Exercise goal.
Only these lines of the data below are wanted: the one with "M1722 125 1744", the one with "M2420 210 2433", and any lines between them, each repeated exactly.

Task material.

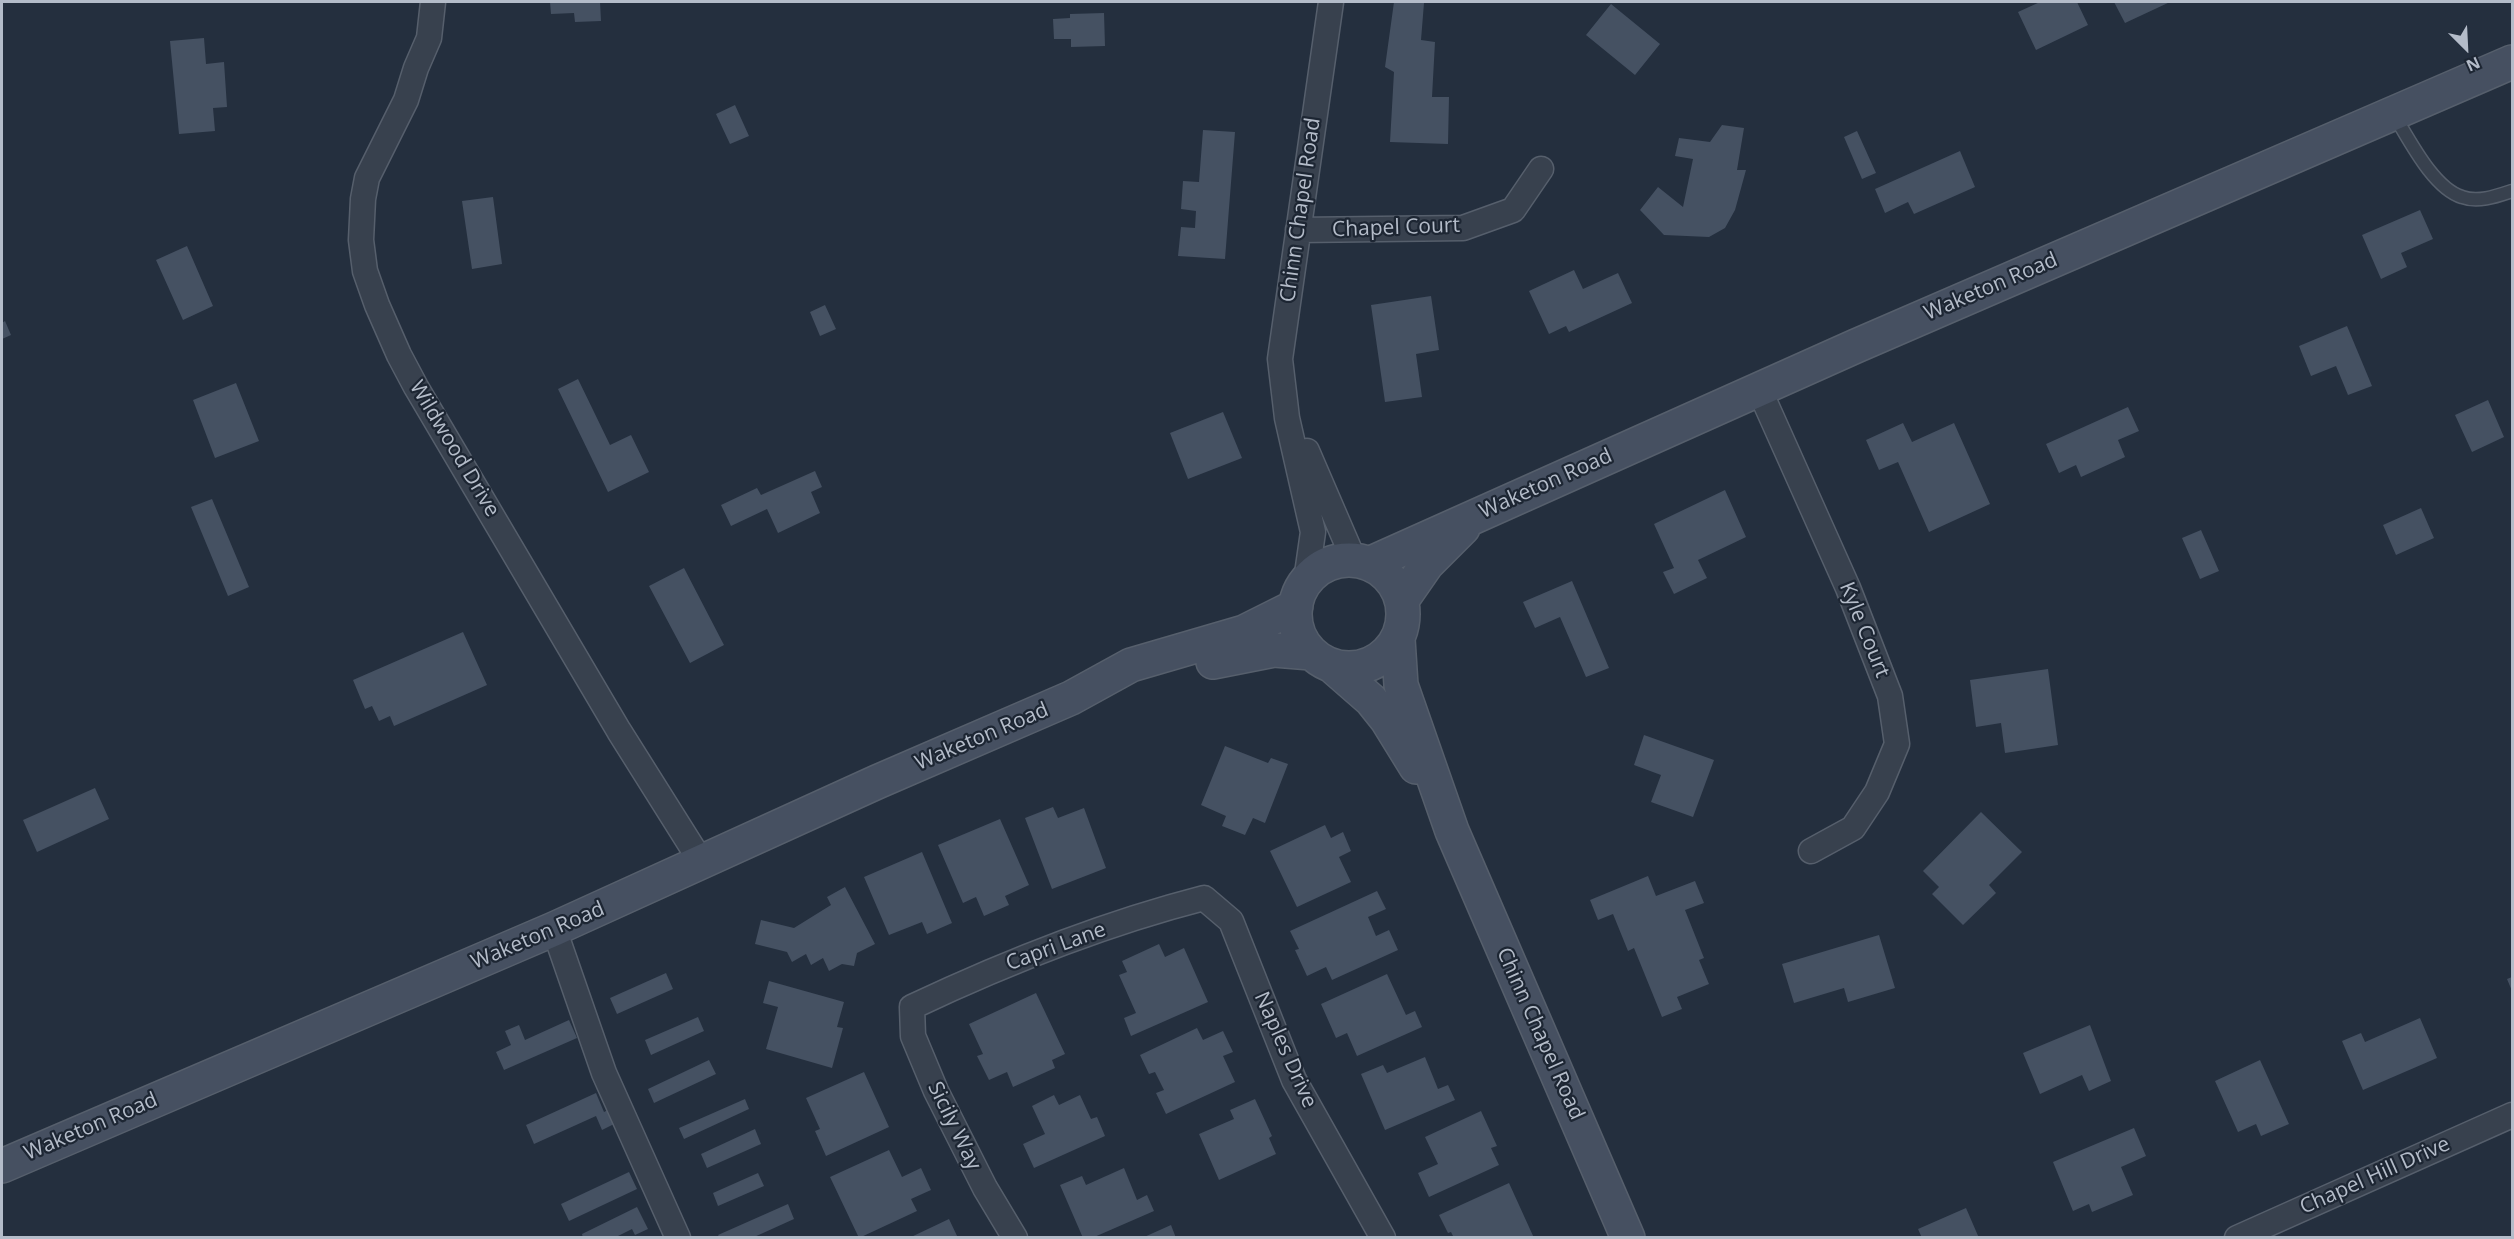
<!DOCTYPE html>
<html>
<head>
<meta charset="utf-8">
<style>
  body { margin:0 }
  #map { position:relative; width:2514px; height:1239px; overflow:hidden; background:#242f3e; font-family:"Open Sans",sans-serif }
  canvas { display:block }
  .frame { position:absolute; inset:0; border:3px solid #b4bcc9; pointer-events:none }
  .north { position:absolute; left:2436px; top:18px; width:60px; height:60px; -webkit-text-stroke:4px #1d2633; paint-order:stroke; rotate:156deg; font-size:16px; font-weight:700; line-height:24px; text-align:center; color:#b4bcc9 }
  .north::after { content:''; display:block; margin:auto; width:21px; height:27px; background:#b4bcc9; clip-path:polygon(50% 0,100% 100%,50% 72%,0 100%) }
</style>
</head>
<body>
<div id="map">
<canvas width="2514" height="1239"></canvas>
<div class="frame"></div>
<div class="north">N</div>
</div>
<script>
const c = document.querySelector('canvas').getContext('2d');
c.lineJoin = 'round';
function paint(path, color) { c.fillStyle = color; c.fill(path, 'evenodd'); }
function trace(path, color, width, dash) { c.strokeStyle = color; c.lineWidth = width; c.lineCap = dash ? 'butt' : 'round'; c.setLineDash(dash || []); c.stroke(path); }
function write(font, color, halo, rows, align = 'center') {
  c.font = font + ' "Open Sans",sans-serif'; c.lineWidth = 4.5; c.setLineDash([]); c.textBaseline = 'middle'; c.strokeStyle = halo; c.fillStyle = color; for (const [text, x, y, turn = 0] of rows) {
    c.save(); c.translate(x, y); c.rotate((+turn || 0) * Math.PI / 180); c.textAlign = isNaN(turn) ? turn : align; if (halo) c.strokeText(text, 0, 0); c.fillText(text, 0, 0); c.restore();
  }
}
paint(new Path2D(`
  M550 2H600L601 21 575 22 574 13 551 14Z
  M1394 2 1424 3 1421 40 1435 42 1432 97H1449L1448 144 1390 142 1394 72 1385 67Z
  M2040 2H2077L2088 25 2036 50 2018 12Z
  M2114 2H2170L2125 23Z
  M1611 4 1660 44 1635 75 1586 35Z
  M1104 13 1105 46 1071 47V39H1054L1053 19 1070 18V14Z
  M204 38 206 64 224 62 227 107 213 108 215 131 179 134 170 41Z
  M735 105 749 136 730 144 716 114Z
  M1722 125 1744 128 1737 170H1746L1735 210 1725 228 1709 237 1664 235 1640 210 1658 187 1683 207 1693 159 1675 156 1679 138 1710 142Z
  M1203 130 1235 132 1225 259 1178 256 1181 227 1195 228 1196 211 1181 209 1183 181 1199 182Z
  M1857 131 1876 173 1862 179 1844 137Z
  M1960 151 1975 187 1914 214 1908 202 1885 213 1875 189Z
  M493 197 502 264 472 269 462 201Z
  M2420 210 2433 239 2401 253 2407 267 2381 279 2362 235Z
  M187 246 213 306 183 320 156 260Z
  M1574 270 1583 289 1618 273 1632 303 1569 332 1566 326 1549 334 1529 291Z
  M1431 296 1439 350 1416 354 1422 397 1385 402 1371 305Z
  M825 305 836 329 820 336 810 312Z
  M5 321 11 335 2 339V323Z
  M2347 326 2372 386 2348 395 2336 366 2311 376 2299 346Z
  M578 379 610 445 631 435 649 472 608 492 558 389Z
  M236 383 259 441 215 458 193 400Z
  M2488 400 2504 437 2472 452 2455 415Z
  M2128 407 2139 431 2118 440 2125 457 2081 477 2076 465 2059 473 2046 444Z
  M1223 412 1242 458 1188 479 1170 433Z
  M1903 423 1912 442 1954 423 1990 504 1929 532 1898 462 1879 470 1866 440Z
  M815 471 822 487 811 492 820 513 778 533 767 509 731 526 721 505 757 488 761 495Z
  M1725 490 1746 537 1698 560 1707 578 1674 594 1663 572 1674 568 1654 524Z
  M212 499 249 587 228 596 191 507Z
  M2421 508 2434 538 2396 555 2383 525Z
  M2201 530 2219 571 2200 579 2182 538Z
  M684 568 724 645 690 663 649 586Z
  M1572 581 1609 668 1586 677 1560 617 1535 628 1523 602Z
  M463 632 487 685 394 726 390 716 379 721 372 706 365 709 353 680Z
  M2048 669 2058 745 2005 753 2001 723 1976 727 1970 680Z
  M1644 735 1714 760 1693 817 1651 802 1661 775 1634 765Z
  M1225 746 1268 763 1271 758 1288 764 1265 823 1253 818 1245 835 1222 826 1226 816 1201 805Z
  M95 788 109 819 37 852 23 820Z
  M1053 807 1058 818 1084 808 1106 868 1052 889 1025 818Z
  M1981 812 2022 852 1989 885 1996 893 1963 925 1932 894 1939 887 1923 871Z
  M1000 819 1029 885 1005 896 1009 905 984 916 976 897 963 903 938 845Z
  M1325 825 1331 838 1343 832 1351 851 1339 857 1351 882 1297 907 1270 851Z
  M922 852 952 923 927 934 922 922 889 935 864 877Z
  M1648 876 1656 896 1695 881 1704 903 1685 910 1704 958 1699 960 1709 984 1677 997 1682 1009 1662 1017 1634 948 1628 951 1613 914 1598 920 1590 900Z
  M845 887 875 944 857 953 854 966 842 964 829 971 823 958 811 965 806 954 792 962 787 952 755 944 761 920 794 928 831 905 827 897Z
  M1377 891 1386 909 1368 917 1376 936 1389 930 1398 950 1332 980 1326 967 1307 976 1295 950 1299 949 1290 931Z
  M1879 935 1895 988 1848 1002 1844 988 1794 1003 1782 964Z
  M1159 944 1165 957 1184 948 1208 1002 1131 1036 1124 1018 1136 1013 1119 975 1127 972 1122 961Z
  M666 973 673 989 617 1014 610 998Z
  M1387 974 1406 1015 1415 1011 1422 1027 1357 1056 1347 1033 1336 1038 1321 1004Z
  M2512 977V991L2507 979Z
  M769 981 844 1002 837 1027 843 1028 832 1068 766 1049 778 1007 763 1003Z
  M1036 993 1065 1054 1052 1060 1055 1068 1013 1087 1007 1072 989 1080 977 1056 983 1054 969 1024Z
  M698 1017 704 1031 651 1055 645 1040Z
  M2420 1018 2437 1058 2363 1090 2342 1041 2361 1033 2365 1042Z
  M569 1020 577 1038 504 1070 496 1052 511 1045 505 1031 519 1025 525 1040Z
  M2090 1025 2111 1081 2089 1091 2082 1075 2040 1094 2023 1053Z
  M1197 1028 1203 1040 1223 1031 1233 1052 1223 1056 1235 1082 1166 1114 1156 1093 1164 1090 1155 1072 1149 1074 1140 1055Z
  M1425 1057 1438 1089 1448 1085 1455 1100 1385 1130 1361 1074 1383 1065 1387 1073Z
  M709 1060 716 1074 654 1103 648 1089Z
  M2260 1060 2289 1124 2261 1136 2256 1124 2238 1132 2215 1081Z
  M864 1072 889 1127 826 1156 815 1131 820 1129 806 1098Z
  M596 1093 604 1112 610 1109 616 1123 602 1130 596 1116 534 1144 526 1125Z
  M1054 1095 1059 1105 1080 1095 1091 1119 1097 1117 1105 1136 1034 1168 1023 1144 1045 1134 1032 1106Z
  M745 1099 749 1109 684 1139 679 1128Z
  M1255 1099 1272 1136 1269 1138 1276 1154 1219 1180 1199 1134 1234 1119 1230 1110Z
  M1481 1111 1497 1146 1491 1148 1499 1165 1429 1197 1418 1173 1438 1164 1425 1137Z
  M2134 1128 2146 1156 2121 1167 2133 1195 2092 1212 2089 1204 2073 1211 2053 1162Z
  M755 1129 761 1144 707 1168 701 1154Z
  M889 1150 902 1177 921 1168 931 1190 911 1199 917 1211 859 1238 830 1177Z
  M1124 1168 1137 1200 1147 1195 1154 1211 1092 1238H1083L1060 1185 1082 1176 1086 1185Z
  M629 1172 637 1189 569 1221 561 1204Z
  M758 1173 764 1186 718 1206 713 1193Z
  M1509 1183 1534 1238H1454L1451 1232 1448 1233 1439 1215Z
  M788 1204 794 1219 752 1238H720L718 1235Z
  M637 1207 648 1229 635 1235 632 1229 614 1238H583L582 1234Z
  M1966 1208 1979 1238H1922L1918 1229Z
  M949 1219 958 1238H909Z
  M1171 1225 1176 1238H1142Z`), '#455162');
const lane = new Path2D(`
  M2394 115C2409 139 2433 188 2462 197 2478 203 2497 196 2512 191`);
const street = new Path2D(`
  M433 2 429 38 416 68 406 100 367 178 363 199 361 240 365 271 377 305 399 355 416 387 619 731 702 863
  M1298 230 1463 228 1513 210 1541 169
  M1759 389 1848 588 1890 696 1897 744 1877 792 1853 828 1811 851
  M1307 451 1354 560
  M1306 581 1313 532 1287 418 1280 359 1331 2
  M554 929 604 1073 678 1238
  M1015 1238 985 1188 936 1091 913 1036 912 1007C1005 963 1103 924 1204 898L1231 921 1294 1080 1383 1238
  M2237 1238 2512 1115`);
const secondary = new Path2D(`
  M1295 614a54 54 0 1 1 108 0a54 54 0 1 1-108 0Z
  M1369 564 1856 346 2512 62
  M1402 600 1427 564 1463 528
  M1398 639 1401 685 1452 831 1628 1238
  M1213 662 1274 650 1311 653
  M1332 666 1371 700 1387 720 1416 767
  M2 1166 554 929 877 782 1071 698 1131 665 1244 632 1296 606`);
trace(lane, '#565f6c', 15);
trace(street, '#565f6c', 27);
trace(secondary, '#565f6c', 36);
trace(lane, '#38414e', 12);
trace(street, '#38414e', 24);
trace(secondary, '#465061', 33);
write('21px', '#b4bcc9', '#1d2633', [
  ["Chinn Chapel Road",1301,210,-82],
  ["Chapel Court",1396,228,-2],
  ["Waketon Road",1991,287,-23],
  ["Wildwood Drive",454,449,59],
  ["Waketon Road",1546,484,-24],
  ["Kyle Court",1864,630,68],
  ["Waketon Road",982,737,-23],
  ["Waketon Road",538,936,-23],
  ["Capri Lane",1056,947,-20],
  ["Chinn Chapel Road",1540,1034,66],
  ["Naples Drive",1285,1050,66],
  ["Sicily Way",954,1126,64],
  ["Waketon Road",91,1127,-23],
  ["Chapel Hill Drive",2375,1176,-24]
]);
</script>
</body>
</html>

Reply.
  M1722 125 1744 128 1737 170H1746L1735 210 1725 228 1709 237 1664 235 1640 210 1658 187 1683 207 1693 159 1675 156 1679 138 1710 142Z
  M1203 130 1235 132 1225 259 1178 256 1181 227 1195 228 1196 211 1181 209 1183 181 1199 182Z
  M1857 131 1876 173 1862 179 1844 137Z
  M1960 151 1975 187 1914 214 1908 202 1885 213 1875 189Z
  M493 197 502 264 472 269 462 201Z
  M2420 210 2433 239 2401 253 2407 267 2381 279 2362 235Z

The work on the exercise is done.